◆ DESCRIPTION OF THE TASK
Return, from the data that follows, each line that holds the word "note".

[Stored data entries]
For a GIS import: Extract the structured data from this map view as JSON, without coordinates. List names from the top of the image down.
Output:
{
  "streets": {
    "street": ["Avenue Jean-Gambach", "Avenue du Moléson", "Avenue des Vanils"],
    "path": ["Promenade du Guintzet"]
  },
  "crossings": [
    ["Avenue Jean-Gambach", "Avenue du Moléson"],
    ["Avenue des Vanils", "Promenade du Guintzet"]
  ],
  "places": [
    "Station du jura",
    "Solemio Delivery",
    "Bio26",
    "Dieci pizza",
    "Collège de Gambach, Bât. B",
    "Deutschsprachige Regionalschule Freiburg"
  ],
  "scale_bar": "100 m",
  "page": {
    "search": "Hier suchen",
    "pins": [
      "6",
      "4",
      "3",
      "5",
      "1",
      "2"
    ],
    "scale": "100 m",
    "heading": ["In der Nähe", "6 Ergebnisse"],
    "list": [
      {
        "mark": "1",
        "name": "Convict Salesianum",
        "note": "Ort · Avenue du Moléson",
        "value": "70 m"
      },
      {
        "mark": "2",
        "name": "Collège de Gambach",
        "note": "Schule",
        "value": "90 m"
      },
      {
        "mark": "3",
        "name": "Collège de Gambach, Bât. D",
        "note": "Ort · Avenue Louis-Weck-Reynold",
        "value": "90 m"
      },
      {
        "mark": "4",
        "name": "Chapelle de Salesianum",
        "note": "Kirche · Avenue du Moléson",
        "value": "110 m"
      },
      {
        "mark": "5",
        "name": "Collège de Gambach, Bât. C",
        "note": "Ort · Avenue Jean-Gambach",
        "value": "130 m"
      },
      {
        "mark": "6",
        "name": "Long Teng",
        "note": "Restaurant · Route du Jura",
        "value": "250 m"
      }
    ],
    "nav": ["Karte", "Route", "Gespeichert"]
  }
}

◆ TASK SOLUTION
        "note": "Ort · Avenue du Moléson",
        "note": "Schule",
        "note": "Ort · Avenue Louis-Weck-Reynold",
        "note": "Kirche · Avenue du Moléson",
        "note": "Ort · Avenue Jean-Gambach",
        "note": "Restaurant · Route du Jura",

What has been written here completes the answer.